I've literally dug graves for a living.

I've thrown trucks for a living in 90F heat in 80%+ humidity.

I've worked 40 hours for a company and 40-50 hours a week for myself trying to get ahead some.

I've been working since I was 12 years old just to help make ends meet. Sitting at a desk doing 'unfulfilling, repetitive' work is the easiest thing I've ever done and I'd take it over every single other job I've ever had without hesitation. I get to sit in a temperature controlled office all day, I can go to the bathroom when I need to, I'm not in the heat/cold all day getting sun poisoning anymore, I have set hours with a reliable schedule and steady pay. It's amazing.

Have you ever dug two or more graves for one dead person, then filled in the ones that didn't actually get used for the interment?

Probably not. You wouldn't want to waste time on back-breaking labor that has no productive purpose, would you?

But the white-collar desk job does that every time it says "work 8 hours every day" while the worker consensus is that the 7th and 8th hour is mostly useless, and subsequent hours in the same day are often counterproductive.

If you spend 8 hours digging a grave by hand with a shovel, your muscles get tired. But if you do it long enough, the muscles get stronger, and you can dig graves for longer before getting fatigued. If you spend 8 hours a day thinking about difficult problems, your brain gets tired. If you do it long enough, you get smarter, but also burn yourself out, go slightly insane, and lose the ability do the job at all any more.

They're different kinds of cells. They have different physiological processes for maintenance and repair. Muscles don't sleep and flush with CSF; brains don't bulk up and add additional nuclei.

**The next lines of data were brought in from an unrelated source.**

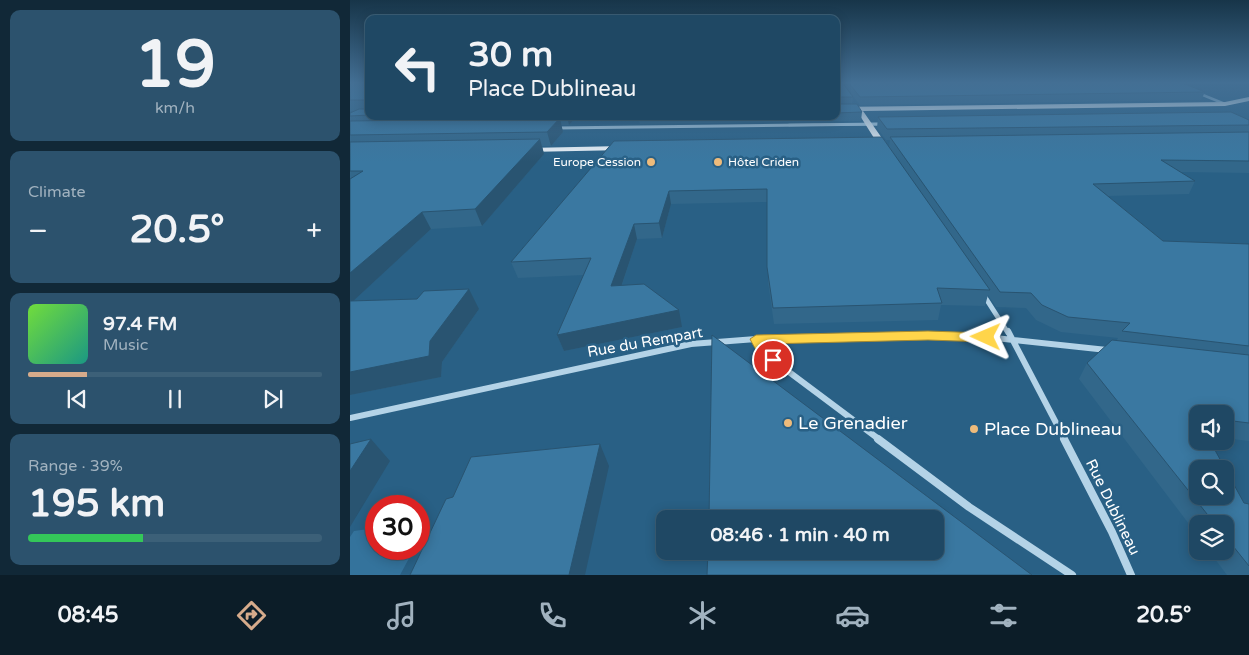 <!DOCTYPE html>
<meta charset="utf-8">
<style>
body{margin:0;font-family:"Varela Round",sans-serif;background:#2c526d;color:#f1f3f6;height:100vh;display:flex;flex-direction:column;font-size:19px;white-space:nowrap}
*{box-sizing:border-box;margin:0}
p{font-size:16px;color:#a1b2bf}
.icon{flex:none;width:28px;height:28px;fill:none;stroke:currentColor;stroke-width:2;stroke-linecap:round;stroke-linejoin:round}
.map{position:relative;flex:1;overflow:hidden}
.side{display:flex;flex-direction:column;gap:10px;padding:10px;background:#112837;width:350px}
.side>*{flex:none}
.guide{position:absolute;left:15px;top:15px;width:475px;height:105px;border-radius:10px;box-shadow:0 2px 12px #0003,0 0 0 1px #3c6078;background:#1f4864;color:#f1f3f6;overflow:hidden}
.controls{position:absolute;left:839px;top:405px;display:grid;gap:10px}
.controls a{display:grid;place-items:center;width:45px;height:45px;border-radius:10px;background:#1f4864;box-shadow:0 2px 12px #0003,0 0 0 1px #3c6078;font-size:25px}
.speed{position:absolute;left:15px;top:495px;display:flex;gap:10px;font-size:25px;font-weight:700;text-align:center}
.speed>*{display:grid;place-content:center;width:65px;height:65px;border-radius:50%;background:#1f4864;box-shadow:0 2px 12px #0003,0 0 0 1px #3c6078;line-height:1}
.speed .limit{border:8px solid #d22;background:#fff;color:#111}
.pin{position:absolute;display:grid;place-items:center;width:42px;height:42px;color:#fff;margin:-21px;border:2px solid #fff;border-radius:50%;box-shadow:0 1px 5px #0007}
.me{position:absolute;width:55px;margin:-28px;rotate:271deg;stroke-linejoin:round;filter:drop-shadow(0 0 4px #0008)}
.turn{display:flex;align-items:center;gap:18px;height:105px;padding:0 20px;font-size:22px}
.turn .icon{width:65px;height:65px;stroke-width:2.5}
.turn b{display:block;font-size:35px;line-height:42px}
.big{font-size:38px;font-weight:700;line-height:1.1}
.side .card{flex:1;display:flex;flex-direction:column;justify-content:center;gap:8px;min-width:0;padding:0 18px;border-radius:10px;background:#2c526d}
.side .dial{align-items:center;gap:0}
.dial b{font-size:65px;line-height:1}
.song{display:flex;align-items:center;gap:15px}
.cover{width:60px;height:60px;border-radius:8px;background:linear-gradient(135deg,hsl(100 70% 55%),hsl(170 70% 35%))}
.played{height:5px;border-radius:2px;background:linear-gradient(90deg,#d6ab8b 20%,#3c6078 20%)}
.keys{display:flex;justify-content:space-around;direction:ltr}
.heat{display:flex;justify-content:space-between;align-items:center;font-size:28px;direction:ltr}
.charge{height:8px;border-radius:4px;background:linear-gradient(90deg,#34c759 39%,#3c6078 0)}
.trip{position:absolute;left:306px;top:510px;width:288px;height:50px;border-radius:10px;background:#1f4864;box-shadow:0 2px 12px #0003,0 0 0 1px #3c6078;font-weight:700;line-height:50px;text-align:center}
.tab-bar{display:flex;height:80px;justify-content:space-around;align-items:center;background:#0c1d28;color:#a1b2bf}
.tab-bar .icon{width:35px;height:35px}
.tab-bar .active{color:#d6ab8b}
.tab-bar b{font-size:22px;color:#f1f3f6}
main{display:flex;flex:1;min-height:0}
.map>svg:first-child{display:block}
.green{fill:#34739c}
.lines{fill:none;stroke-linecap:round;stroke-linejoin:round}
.street-far4{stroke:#b4d3e7;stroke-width:2.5}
.street-far3{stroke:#b4d3e7;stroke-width:3}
.street-far2{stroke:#b4d3e7;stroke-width:5}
.street-far1{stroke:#b4d3e7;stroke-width:6}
.street{stroke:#b4d3e7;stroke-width:8}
.primary{fill:#f5fafe;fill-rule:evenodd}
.wall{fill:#32678a}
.shaded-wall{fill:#295471}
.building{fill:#3a78a1;stroke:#295471;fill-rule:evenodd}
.route{fill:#ffd54a;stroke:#a68a30}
.poi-dot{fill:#eebb7b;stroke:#296085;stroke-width:2}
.labels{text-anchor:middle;stroke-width:5;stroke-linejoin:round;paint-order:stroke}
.far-poi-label{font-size:12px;fill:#fff;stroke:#296085;text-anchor:end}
.street-label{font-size:15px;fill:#fff;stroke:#296085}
.near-poi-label{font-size:18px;fill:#fff;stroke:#296085;text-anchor:start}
</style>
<main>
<section class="side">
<div class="card dial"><b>19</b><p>km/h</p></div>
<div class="card"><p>Climate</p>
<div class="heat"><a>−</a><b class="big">20.5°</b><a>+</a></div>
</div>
<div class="card">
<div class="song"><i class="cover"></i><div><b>97.4 FM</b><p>Music</p></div></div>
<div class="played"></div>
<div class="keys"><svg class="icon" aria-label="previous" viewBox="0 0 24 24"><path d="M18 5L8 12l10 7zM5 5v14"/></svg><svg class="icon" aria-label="pause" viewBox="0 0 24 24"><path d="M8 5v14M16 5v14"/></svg><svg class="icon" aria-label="next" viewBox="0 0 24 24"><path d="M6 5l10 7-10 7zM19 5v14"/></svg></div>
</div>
<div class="card"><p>Range · 39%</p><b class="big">195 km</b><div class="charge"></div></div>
</section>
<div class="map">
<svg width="899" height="575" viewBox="0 0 899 575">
<rect width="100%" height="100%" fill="#296085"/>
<!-- green -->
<path class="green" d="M26,528V549H64L50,575H0V537L4,531Z"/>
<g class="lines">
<!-- street-far4 -->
<path class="street-far4" d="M848,93L875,104
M439,125L532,124"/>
<!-- street-far3 -->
<path class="street-far3" d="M205,128L532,124"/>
<!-- street-far2 -->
<path class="street-far2" d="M633,294L658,333"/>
<!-- street-far1 -->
<path class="street-far1" d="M658,331L715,440
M406,339L423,360L530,440
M0,418L341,344L406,339L578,336L636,337L757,350"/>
<!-- street -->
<path class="street" d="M528,439L619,507L722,575
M714,439L762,532L781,575"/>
<!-- primary -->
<path class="primary" d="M899,97V101L875,106L513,111L536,144L532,146H529L507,111H486V107L875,102Z
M272,146H275V150L177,152L173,150L177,148Z"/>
</g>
<!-- wall -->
<path class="wall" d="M0,82H19V116H52L54,120H72L71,118L76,116H227L219,125H211L213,132L201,146H192L194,154L132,226L81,229L3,301L129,309L92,362L91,377L0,395V113L4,111H0Z
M486,82L503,97L502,104L512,112L511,121L290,124L288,116H486Z
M492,82H830L855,92L851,100L510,105Z
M528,117L899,120V173L830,172L845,181L839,194L758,196L813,241L899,244V441L875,438V414H848V441L894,503L899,504V575H877L859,551H875V524H848V536L729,379L737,363L767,340L768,338L711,332L686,320L676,308L646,307L638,295L635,306L591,305L588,320L424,324L418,282L417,202L321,204L312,238L287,239L272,285L332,327L214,351L207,335L234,275L168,278L161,262L264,141L539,147L540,140H536L527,128Z"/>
<!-- shaded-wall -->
<path class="shaded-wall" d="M217,116H227L219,125Z
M210,118L213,132L201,146L197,132Z
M190,139L194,154L132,226L125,209Z
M319,191L321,204L312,238L309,223Z
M72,212L81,229L0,304V273Z
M284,224L287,239L266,302L261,286Z
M119,289L129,309L92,362L91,377L0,395V372L80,341Z
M329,310L332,327L214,351L207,335Z
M21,439L40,461L0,527V471Z
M250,444L259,466L235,575H219Z"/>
<!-- building -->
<path class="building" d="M6,82H19V100H0V84Z
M486,82H492L503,97H486Z
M498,82H830L855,92L510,97Z
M486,104H507L512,112L486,113Z
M9,109H19V115L0,116V113Z
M881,112L899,120V125L537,129L528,117Z
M76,116H188L71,118Z
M210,118L197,132L0,135V121Z
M899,132V161L811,160L845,181L743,184L813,241L899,244V346L772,331L780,323L718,317L692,305L681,293L650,292L540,137Z
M532,137L640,290L587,288L592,303L423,308L417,267V189L319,191L309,223L284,224L261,286L294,284L329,310L207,335L241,258L161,262L264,141Z
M190,139L125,209L72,212L0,273V179L13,171H0V142Z
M119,289L80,341L79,356L0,372V301L67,299L74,291Z
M362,335L682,575H357L358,551H585V519H359Z
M762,340L899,355V423L875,420V414H848V416H846L848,419V441H860L894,503L899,504V566L875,536V524H865L737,363ZM848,469H875V496H848Z
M21,439L0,471V444Z
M250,444L219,575H60L96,499L103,497L121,457Z"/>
<!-- sky -->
<linearGradient id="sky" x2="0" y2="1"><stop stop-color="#173549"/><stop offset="0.51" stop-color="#436f94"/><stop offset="1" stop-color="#436f94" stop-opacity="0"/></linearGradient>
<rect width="899" height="162" fill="url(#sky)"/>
<!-- route -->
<path class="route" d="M578,331L636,333L643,337L636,342L578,340L415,344L430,360L423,365C412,361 405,349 400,339L406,335Z"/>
<!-- markers -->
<g class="poi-dot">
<circle cx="301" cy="162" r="5"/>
<circle cx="368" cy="162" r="5"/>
<circle cx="438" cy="423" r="5"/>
<circle cx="624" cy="429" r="5"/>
</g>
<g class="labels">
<!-- far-poi labels -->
<g class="far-poi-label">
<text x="291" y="166">Europe Cession</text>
<text x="378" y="166" text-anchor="start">Hôtel Criden</text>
</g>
<!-- street labels -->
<g class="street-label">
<text transform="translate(295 342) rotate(-10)" y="5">Rue du Rempart</text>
<text transform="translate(763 507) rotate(64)" y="5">Rue Dublineau</text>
</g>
<!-- near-poi labels -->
<g class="near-poi-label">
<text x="448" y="429">Le Grenadier</text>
<text x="634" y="435">Place Dublineau</text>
</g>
</g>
</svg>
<div class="controls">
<a><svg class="icon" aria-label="sound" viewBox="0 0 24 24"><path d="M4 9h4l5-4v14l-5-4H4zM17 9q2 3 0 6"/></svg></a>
<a><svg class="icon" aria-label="search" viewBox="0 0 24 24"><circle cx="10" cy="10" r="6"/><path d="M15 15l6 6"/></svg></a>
<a><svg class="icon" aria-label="layers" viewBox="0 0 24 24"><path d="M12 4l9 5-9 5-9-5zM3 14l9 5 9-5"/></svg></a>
</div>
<div class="speed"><div class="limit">30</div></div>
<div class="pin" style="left:423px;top:360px;background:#d93025"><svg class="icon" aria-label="arrive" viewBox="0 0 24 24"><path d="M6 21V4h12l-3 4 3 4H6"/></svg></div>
<svg class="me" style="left:636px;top:337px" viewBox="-20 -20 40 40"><path d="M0-17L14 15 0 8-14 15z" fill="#ffd54a" stroke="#fff" stroke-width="4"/></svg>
<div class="trip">08:46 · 1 min · 40 m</div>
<div class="guide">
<div class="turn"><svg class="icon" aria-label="left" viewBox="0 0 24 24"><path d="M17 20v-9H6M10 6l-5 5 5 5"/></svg><div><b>30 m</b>Place Dublineau</div></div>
</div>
</div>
</main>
<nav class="tab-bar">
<b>08:45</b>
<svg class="icon active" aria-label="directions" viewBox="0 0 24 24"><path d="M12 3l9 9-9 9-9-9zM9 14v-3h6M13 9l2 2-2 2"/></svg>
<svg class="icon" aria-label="music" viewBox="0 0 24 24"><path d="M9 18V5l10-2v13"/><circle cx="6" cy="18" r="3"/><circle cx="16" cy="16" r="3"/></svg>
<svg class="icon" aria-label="phone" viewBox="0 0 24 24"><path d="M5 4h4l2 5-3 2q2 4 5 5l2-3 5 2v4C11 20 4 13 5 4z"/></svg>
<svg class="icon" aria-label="climate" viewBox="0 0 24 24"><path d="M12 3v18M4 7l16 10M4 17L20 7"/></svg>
<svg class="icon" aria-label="car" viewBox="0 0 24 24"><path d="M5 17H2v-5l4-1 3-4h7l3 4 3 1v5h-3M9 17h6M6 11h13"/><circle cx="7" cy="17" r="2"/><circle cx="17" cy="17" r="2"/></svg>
<svg class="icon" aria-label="filters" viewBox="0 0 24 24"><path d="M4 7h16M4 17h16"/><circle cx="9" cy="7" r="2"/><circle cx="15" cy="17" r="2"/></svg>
<b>20.5°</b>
</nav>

i think your argument of "just be happy that you're not in grueling conditions of working hard labor outside" doesn't really apply to the argument of "work less and be more efficient."

its the same argument of saying "yeah well someone in a insert 3rd world country has it way worse than you so your problems dont matter."

you need to step back and understand that people in white collar jobs are allowed to be miserable regardless of whether theyre breaking their back or not, and if that misery can be subsided by having an alternate schedule to work to produce efficiency, then why is that such a crazy ask? because that's just "the way things have always been done"? when was the last time that argument has ever worked out well?

>"work less and be more efficient."

This doesn't apply to MANY jobs, unless you're talking about replacing humans with robots with superior strength and agility that do not need to rest.

The majority of HN, and silicon valley types in general, are incredibly myopic. The vast majority of people here automatically assume everyone else in a thread works in CS, they assume everyone has a degree, they assume everyone hammers away at code in a comfy office all day.

The vast majority of the world is not sitting at a computer coding for 6 figure salaries with great benefits and profit sharing.

FYI im not downvoting you, but a large portion of the modern workforce (at least in the US) do have their asses in seats 9-5 at a desk. whether its administrative tasks, finance, law etc. there's a giant world out there aside from CS peeps, and im not even approaching it from the tech angle. either way, you havent addressed anything i mentioned except immediately indirectly attacking the people that visit these forums.
That makes sense, I can see why you appreciate your current job.

Why does that mean other people should feel the same way you do?